It was hotter than the last time. Big thick humidity hitting me in places I didn’t know could get so soggy. Fresno gets hot as fuck in the summer, but it’s always dry heat. People that say ‘dry heat’ like it’s no big deal are full of shit, because a dry heat of one-hundred and ten degrees will wipe your ass out pretty quick, but at least said ass doesn’t feel like it’s got a handful of water stuck between its cheeks.
The Mississippi itself was unchanged. Big river. River of eternity. Sipponnii.
“Right,” I said, “and she’ll hear me?”
“Likely even now.”
“Right,” I said again, stepping up towards the water, but being very careful about not stepping in it. “We found the kid you were talking about. His name is Maxwell. Seems okay for being born rich. Only just turned twelve, so I’m not so sure your omniscience is as good as you think it is, but, we found him early, better than finding him late, so that’s cool.
“Uh,” I stopped as a few early rising tourists stared at me like I was insane, “thanks anyway. Ceinwyn says thanks too. Maxwell probably would, but I didn’t want him to get any ideas about swimming across the river, so . . . he doesn’t know about you.
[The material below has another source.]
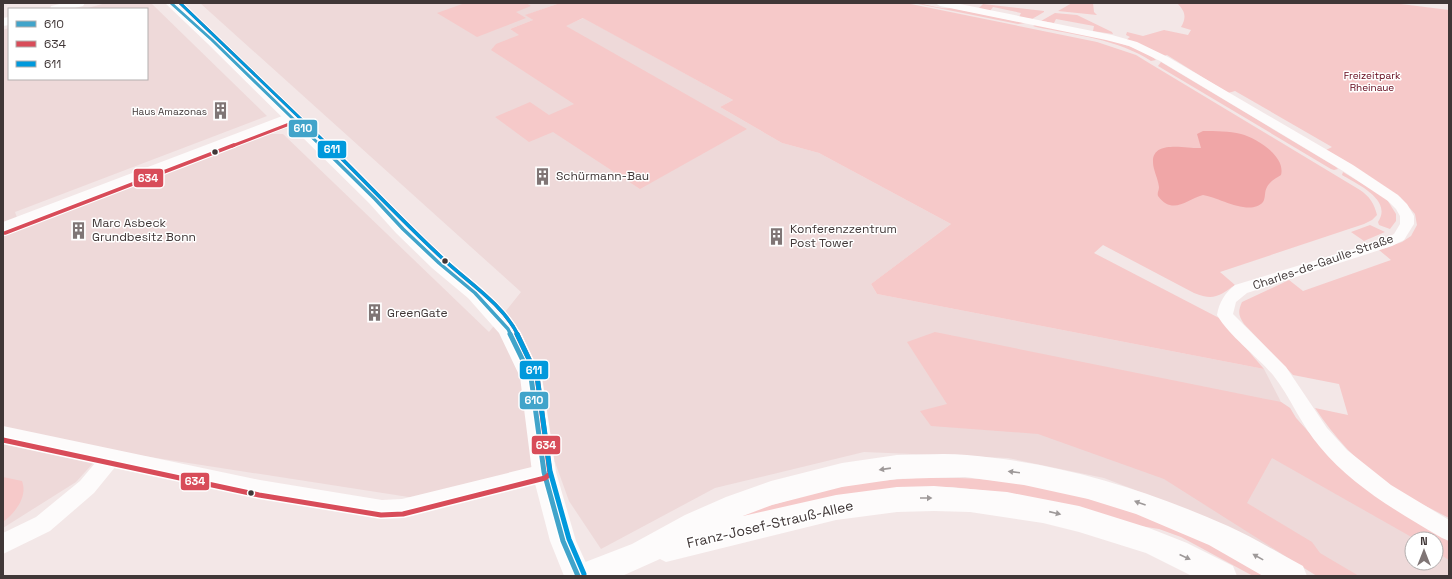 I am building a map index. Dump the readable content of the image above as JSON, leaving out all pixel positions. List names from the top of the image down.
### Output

One day I’ll tell him though. He’ll be a Single when I’m a Hep so . . . he could probably use the advice.”
I stepped back away from the water.
“That diplomacy was stunning,” Ceinwyn teased me.
“You do it next time then.”
“No, no, you did fine. Rule One of Teaching: don’t redo what your student has just finished, no matter how messy their bed.”
“That sounds like a rule for five-year-olds.”
“Works for conversations with anima concentrations too.”
We started walking back to the car.
“At least no one called the cops to come pick up the crazy guy.”
“I suppose that’s a plus in any situation King Henry Price is involved in.”
[CLICK]
Our business in St. Louis finished, we hit up another ShopsMart. Ceinwyn finally took her morning phone calls outside by the gas pump while I was given a new hundred dollar bill and again I went around attacking the shelves with the mind of a six-year-old on a shopping spree.
I’d gotten kind of used to it by now.
First trip: candies and chips for Ceinwyn and peppered beef jerky for yours truly.
Second trip: Dr. Pepper for me, a mix of energy drinks for her.
Third trip: a last minute pair of slushies for the two of us.
I thought about stealing some cigarettes or at least some magazines, but decided against it. I always think about doing it. Old time’s sake. Like when I was a kid. Nostalgia. Even to this day I think about breaking a shelf and stealing a cig and lighting up.
But I don’t.
Is that considered growing up?
I don’t know.
Maybe the idea just bores me now. It seemed like a real tough game when I was a kid. After the Winter War and the Asylum and meeting someone like Ceinwyn Dale . . . not such a challenge. Artificing, there was a challenge. I kept counting down the days. September and it would be back to the Asylum and meeting Plutarch for the first time. It would be time to learn what being an Ultra was all about.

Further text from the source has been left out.